🤖 AI Summary
Existing group-wise policy optimization methods (e.g., GRPO) treat candidate responses as independent samples, neglecting their implicit semantic interactions—such as complementarity and contradiction. To address this, this work pioneers the integration of causal modeling into targeted post-training of large language models. We propose a structural causal model (SCM)-based optimization framework that explicitly captures response-level semantic dependencies: (i) constructing a causal dependency graph among responses; (ii) designing a causal reward adjustment mechanism; and (iii) introducing a KL divergence regularization term relative to a causally projected reference distribution. Experiments across multiple reasoning benchmarks demonstrate that our method significantly outperforms GRPO and other baselines in both effectiveness and robustness. These results validate the critical value of a causal perspective for group-wise policy optimization, establishing a principled foundation for modeling inter-response semantics in LLM alignment.
📝 Abstract
Recent advances in large language models (LLMs) have broadened their applicability across diverse tasks, yet specialized domains still require targeted post training. Among existing methods, Group Relative Policy Optimization (GRPO) stands out for its efficiency, leveraging groupwise relative rewards while avoiding costly value function learning. However, GRPO treats candidate responses as independent, overlooking semantic interactions such as complementarity and contradiction.

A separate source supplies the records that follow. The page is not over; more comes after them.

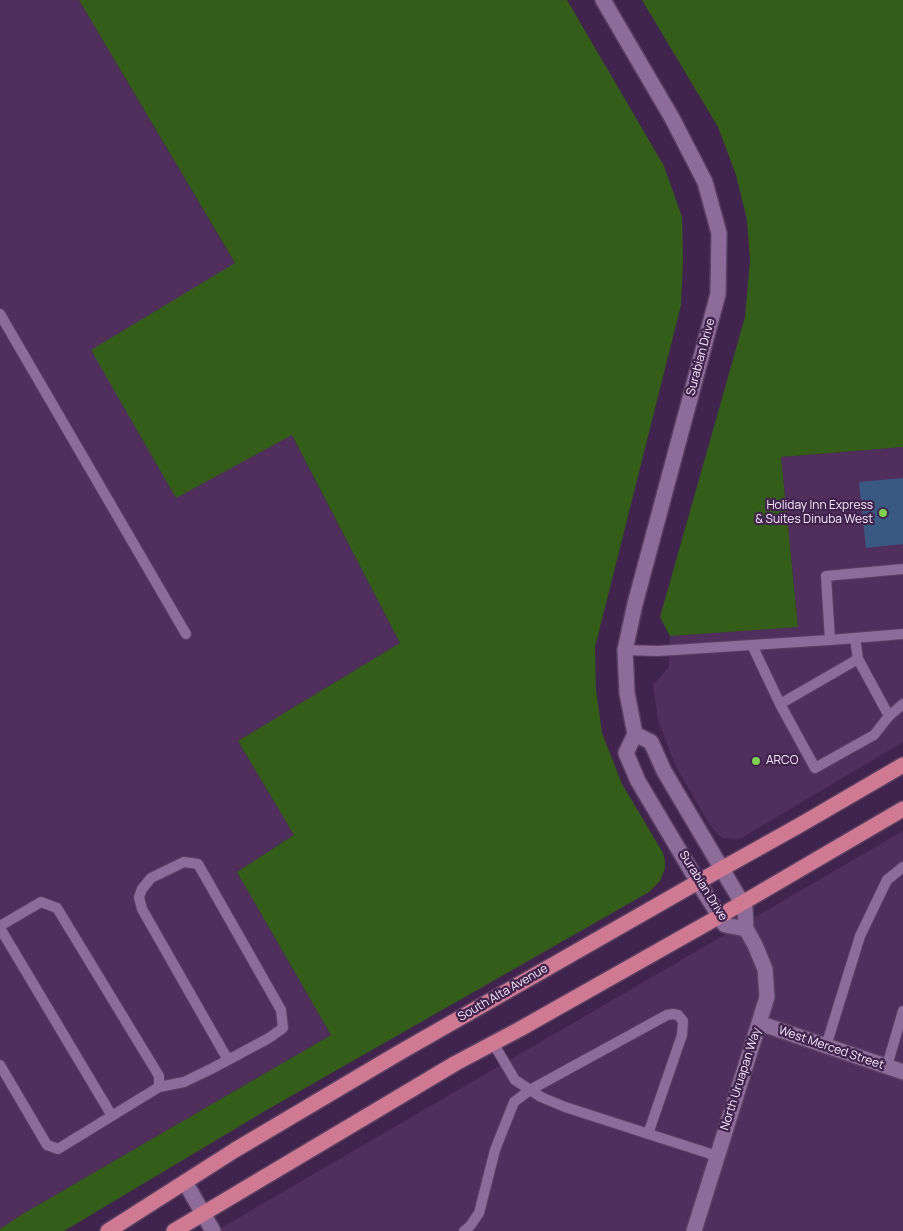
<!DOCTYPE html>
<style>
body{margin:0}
canvas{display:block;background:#41244d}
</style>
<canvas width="903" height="1231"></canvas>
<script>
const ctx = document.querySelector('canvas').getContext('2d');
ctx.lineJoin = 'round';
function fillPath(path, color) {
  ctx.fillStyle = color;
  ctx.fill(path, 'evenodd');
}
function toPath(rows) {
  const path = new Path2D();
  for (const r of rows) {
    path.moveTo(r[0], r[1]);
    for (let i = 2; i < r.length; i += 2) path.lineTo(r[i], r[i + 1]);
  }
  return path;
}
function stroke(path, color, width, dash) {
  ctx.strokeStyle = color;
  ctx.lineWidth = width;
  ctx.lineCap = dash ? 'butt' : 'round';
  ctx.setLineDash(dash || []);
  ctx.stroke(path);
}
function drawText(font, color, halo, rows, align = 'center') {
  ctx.font = font + ' Manrope,sans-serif';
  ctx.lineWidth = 4.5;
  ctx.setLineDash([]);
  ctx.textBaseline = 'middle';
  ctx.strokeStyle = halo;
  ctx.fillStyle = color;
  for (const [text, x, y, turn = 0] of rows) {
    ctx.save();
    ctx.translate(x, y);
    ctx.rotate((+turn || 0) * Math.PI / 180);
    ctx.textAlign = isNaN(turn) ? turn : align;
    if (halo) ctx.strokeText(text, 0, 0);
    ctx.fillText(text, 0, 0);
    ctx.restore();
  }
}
const built = toPath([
 [0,0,79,0,235,264,92,350,176,498,291,434,400,643,238,741,294,835,237,872,331,1035,21,1215,0,1229],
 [903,447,903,742,748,834,742,838,736,839,722,838,714,830,708,822,677,768,670,752,658,719,653,685,669,667,670,636,798,626,781,457],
 [903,831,903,1231,216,1231]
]);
const green = toPath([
 [79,0,567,0,664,166,682,217,683,261,681,305,595,647,596,690,602,733,622,784,663,853,665,861,665,868,660,881,649,892,265,1111,64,1231,0,1231,0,1229,21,1215,331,1035,237,872,294,835,238,741,400,643,292,435,176,498,91,350,235,263],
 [642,0,903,0,903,447,781,457,798,627,670,636,660,617,745,317,750,260,747,220,736,175,718,127]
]);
const building = toPath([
 [903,478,903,544,866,548,859,482]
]);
const lane = toPath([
 [0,314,186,634],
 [903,569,826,576,830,640,903,634],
 [855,638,858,659,780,704,815,768,874,735,889,716,903,704],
 [752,645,780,704],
 [625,650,658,651,830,640],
 [858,659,889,716],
 [0,926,41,902,57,908,159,1076,159,1087,58,1149,47,1145,0,1065],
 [0,928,112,1116],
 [493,1043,515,1080,541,1097,565,1107,717,1156],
 [826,1046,860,936,887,880,903,867],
 [887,1066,903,1011],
 [159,1087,184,1082,211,1069,228,1060,269,1038,283,1028,281,1010,198,864,184,862,151,878,142,889,139,897,142,909,228,1060],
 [464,1231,470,1226,479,1213,495,1150,514,1102,530,1090,667,1015,673,1014,678,1015,683,1021,682,1035,648,1134]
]);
const street = toPath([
 [603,0,672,118,705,182,719,233,718,294,635,604,625,650,627,693,635,734,626,753,638,781,698,882,725,925,746,929],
 [635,734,651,742,664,771,745,908,746,929,755,945,765,969,767,997,759,1023,694,1231],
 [759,1023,903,1072],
 [185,1182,213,1231]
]);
const primary = toPath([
 [108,1231,235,1150,397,1054,698,882,800,825,903,765],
 [174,1231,456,1063,520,1029,720,916,903,809]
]);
const markers = [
 [883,513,5,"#7fd052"],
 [756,761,5,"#7fd052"]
];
const streetNames = [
 ["Surabian Drive",701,357,-75],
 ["Surabian Drive",703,886,58],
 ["South Alta Avenue",503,993,-30],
 ["West Merced Street",831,1048,19],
 ["North Uruapan Way",741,1079,-72]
];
const poiNames = [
 ["Holiday Inn Express",873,506],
 ["& Suites Dinuba West",873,520],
 ["ARCO",766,761,"left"]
];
fillPath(built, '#502f5d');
fillPath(green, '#335d19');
fillPath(building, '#395882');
stroke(lane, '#594063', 12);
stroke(street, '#594063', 18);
stroke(primary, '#594063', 18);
stroke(lane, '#8d6c9a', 10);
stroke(street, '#8d6c9a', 15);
stroke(primary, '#cf7a92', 15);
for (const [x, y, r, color] of markers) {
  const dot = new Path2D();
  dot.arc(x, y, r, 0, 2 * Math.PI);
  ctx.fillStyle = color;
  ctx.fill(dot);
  stroke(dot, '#41244d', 2);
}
drawText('12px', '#f7e9fd', '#41244d', streetNames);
drawText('12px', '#f7e9fd', '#41244d', poiNames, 'right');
</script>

To address this challenge, we first introduce a Structural Causal Model (SCM) that reveals hidden dependencies among candidate responses induced by conditioning on a final integrated output forming a collider structure. Then, our causal analysis leads to two insights: (1) projecting responses onto a causally informed subspace improves prediction quality, and (2) this projection yields a better baseline than query only conditioning. Building on these insights, we propose Group Causal Policy Optimization (GCPO), which integrates causal structure into optimization through two key components: a causally informed reward adjustment and a novel KL regularization term that aligns the policy with a causally projected reference distribution. Comprehensive experimental evaluations demonstrate that GCPO consistently surpasses existing methods, including GRPO across multiple reasoning benchmarks.